A grande maioria dos estudantes, nove especificamente, apontaram que discordavam
completamente do método cartesiano. Todos que escolheram essa opção justificaram-na baseados no
argumento de que os sentidos e a imaginação, assim como a razão, são determinantes na elaboração
de modelos científicos. Um exemplo:
Os acontecimentos ocorrem baseados no conjunto: sentido, imaginação e razão.

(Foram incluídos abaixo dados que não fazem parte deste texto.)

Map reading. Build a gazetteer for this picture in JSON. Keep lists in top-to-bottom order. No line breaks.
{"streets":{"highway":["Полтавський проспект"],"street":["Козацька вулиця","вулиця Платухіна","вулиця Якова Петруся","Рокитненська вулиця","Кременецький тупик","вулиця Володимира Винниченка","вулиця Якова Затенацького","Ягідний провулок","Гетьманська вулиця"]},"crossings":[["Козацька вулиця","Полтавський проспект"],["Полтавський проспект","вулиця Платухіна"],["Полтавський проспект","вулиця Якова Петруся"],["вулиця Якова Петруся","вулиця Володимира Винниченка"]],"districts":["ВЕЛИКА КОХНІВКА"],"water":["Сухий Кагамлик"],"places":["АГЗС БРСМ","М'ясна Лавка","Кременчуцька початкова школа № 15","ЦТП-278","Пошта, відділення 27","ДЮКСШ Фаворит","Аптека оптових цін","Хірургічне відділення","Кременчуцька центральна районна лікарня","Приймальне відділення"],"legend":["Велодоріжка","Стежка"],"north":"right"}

A razão
por si só não é absoluta portanto, apenas a razão não permite realizar algo concreto.
(E5)
Também é feita a ponderação de que o ser humano não se trata somente de um ser racional e
reflexivo, tendo outras qualidades que são determinantes na forma como ele apreende o seu objeto de
estudo, na resposta a seguir vemos tal ponto de vista:
Concordo que muitas vezes a razão é determinante, entretanto nada e ninguém é só
razão ou só emoção, logo todo pensamento é fruto de um conjunto de razão e
imaginação, sem imaginação não há dúvida e sem dúvida não há descoberta. (E2)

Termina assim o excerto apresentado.